TASK TO COMPLETE :: All of the data must be retyped exactly, with nothing left out.

┌─ RECORDS SHOWN

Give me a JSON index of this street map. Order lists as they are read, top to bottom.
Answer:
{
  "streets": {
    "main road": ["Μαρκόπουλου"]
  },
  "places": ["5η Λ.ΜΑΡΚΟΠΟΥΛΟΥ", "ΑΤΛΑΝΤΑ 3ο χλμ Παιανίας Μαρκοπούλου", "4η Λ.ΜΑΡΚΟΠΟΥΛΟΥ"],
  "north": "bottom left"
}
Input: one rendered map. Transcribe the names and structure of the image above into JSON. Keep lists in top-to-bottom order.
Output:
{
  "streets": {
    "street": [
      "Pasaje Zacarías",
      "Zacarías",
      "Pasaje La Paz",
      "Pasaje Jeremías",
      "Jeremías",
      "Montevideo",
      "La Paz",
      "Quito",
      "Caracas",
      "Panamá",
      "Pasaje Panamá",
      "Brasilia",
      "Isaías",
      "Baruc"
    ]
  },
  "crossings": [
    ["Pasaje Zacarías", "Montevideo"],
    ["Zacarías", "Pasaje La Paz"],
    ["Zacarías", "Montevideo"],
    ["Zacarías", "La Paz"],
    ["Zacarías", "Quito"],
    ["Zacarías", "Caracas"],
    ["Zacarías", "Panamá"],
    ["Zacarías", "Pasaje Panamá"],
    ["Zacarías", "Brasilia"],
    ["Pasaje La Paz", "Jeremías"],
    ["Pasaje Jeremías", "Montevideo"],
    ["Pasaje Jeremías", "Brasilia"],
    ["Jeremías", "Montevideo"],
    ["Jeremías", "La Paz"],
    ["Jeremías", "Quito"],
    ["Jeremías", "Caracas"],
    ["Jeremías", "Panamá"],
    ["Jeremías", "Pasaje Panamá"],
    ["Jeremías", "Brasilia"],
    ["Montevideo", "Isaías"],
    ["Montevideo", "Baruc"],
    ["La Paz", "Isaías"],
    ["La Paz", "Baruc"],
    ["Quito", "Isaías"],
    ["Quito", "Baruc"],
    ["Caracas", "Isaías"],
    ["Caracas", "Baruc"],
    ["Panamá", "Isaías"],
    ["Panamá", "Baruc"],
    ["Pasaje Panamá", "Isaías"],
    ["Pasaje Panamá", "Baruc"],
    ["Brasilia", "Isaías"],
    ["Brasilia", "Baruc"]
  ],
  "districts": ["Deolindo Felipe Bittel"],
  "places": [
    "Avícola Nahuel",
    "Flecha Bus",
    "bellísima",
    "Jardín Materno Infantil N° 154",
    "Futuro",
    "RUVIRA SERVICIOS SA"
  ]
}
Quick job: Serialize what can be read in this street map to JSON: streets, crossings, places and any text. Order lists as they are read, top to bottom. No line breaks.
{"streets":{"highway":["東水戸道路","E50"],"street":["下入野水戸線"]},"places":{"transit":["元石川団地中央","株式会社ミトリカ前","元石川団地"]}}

└─

PROBLEM SOLUTION ::
Give me a JSON index of this street map. Order lists as they are read, top to bottom.
Answer:
{
  "streets": {
    "main road": ["Μαρκόπουλου"]
  },
  "places": ["5η Λ.ΜΑΡΚΟΠΟΥΛΟΥ", "ΑΤΛΑΝΤΑ 3ο χλμ Παιανίας Μαρκοπούλου", "4η Λ.ΜΑΡΚΟΠΟΥΛΟΥ"],
  "north": "bottom left"
}
Input: one rendered map. Transcribe the names and structure of the image above into JSON. Keep lists in top-to-bottom order.
Output:
{
  "streets": {
    "street": [
      "Pasaje Zacarías",
      "Zacarías",
      "Pasaje La Paz",
      "Pasaje Jeremías",
      "Jeremías",
      "Montevideo",
      "La Paz",
      "Quito",
      "Caracas",
      "Panamá",
      "Pasaje Panamá",
      "Brasilia",
      "Isaías",
      "Baruc"
    ]
  },
  "crossings": [
    ["Pasaje Zacarías", "Montevideo"],
    ["Zacarías", "Pasaje La Paz"],
    ["Zacarías", "Montevideo"],
    ["Zacarías", "La Paz"],
    ["Zacarías", "Quito"],
    ["Zacarías", "Caracas"],
    ["Zacarías", "Panamá"],
    ["Zacarías", "Pasaje Panamá"],
    ["Zacarías", "Brasilia"],
    ["Pasaje La Paz", "Jeremías"],
    ["Pasaje Jeremías", "Montevideo"],
    ["Pasaje Jeremías", "Brasilia"],
    ["Jeremías", "Montevideo"],
    ["Jeremías", "La Paz"],
    ["Jeremías", "Quito"],
    ["Jeremías", "Caracas"],
    ["Jeremías", "Panamá"],
    ["Jeremías", "Pasaje Panamá"],
    ["Jeremías", "Brasilia"],
    ["Montevideo", "Isaías"],
    ["Montevideo", "Baruc"],
    ["La Paz", "Isaías"],
    ["La Paz", "Baruc"],
    ["Quito", "Isaías"],
    ["Quito", "Baruc"],
    ["Caracas", "Isaías"],
    ["Caracas", "Baruc"],
    ["Panamá", "Isaías"],
    ["Panamá", "Baruc"],
    ["Pasaje Panamá", "Isaías"],
    ["Pasaje Panamá", "Baruc"],
    ["Brasilia", "Isaías"],
    ["Brasilia", "Baruc"]
  ],
  "districts": ["Deolindo Felipe Bittel"],
  "places": [
    "Avícola Nahuel",
    "Flecha Bus",
    "bellísima",
    "Jardín Materno Infantil N° 154",
    "Futuro",
    "RUVIRA SERVICIOS SA"
  ]
}
Quick job: Serialize what can be read in this street map to JSON: streets, crossings, places and any text. Order lists as they are read, top to bottom. No line breaks.
{"streets":{"highway":["東水戸道路","E50"],"street":["下入野水戸線"]},"places":{"transit":["元石川団地中央","株式会社ミトリカ前","元石川団地"]}}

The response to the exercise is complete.